Author: Haotian
What will happen if Google's A2A and Anthropic's MCP protocol become the golden communication standard for the development of web3 AI Agent? The intuitive feeling is "not acclimatized". In my opinion, the environment faced by web3 AI Agent is significantly different from the web2 ecosystem, and the challenges faced by the implementation of core communication protocols are also completely different:
1) Application maturity gap: A2A and MCP can be quickly popularized in the web2 field because they serve sufficiently mature application scenarios. In essence, they are "value amplifiers" rather than value creators. However, most web3 AI Agents remain in the primary stage of one-click release of Agents, lacking in-depth application scenarios (DeFAI, GameFAi, etc.), making it difficult for these protocols to be directly used in series to exert their value.
For example, when users compile code in Cursor, they can use the MCP protocol as a connector, and publish code updates to Github with one click without leaving the current working environment. The MCP protocol has the effect of icing on the cake. However, if users use local feeding and fine-tuning strategies to execute on-chain transactions in the web3 environment, they may be confused when they reach out to parse and analyze the on-chain data.
2) Infrastructure missing pit: If web3 AI Agent wants to build a complete ecosystem, it must first fill in the severely missing underlying infrastructure, including a unified data layer, Oracle layer, intent execution layer, decentralized consensus layer, and so on. Often, in the web2 environment, the A2A protocol allows Agents to easily call standardized APIs to achieve functional collaboration, but in the web3 environment, a simple cross-DEX arbitrage operation faces huge challenges.

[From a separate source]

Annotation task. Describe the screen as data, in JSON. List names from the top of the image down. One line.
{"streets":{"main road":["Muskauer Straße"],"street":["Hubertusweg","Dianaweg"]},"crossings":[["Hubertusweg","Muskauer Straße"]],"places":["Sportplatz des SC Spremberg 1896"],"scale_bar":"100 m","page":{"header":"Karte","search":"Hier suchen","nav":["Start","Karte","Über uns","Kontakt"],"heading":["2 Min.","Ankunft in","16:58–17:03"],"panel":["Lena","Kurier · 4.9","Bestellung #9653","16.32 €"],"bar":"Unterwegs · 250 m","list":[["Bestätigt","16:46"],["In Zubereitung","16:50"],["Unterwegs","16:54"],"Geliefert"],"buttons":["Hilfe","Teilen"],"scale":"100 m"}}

Imagine a scenario where the user instructs the AI Agent to "buy from Uniswap when the price of ETH is less than $1,600 and sell after the price rebounds." The seemingly simple operation Agent needs to solve a series of web3-specific problems at the same time, such as real-time analysis of on-chain data, dynamic optimization of gas fees, slippage control, MEV protection, etc. However, the web2 AI Agent only needs to call standardized APIs to achieve functional collaboration, and the degree of perfection of its infrastructure is simply a world apart from the web3 environment.
3) Build differentiated requirements for web3 AI: If the web3 AI Agent simply applies the protocols and functional modes of web2, it is difficult to give full play to the characteristics of the on-chain transaction format, especially complex issues such as data noise, transaction accuracy, and Router diversity.

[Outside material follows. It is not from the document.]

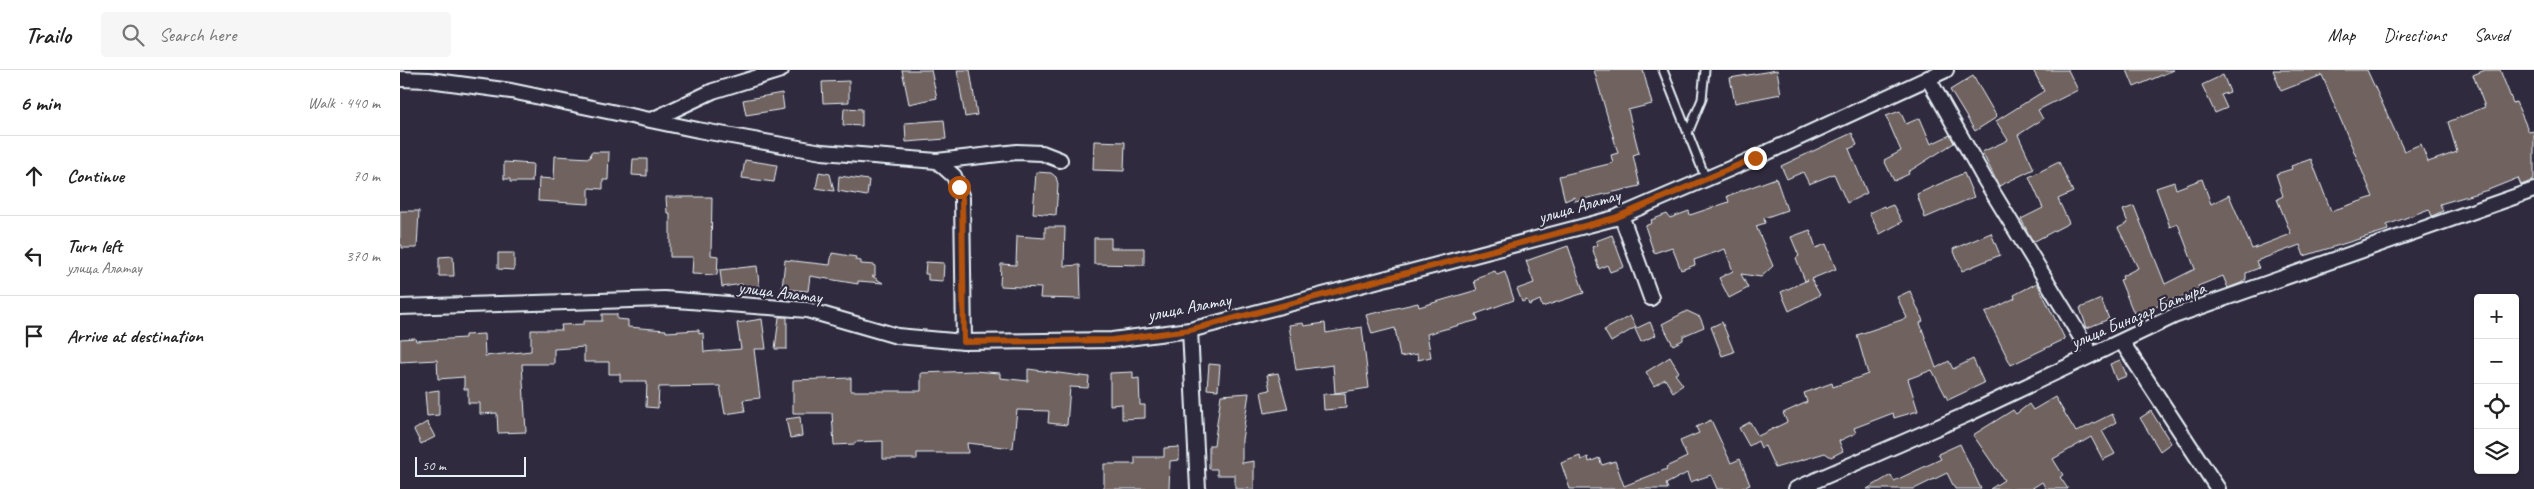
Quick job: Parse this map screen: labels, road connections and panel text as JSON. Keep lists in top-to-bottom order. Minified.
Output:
{"streets":{"street":["улица Алатау","улица Биназар Батыра"]},"scale_bar":"50 m","page":{"header":"Trailo","search":"Search here","nav":["Map","Directions","Saved"],"heading":["6 min","Walk · 440 m"],"list":[["Continue","70 m"],["Turn left","улица Алатау","370 m"],"Arrive at destination"],"map_buttons":["+","−"],"scale":"50 m"}}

Take intentional transactions as an example. In the web2 environment, when a user instructs "book the cheapest flight", the A2A protocol allows multiple agents to collaborate easily to complete it; but in the web3 environment, when a user expects to "cross-chain my USDC to Solana at the lowest cost and participate in liquidity mining", it is necessary not only to understand the user's intention, but also to weigh security, atomicity and cost wear and tear, and perform a series of complex operations on the chain. In other words, if seemingly convenient operations expose users to greater security risks, then such a convenient experience is meaningless, and the demand is also a pseudo-demand.
That's all.
In short, what I want to express is: the value of A2A and MCP is unquestionable, but we cannot expect them to adapt directly to the web3 AI Agent track without any modification. Isn't the vacant infra deployment gap an opportunity for builders?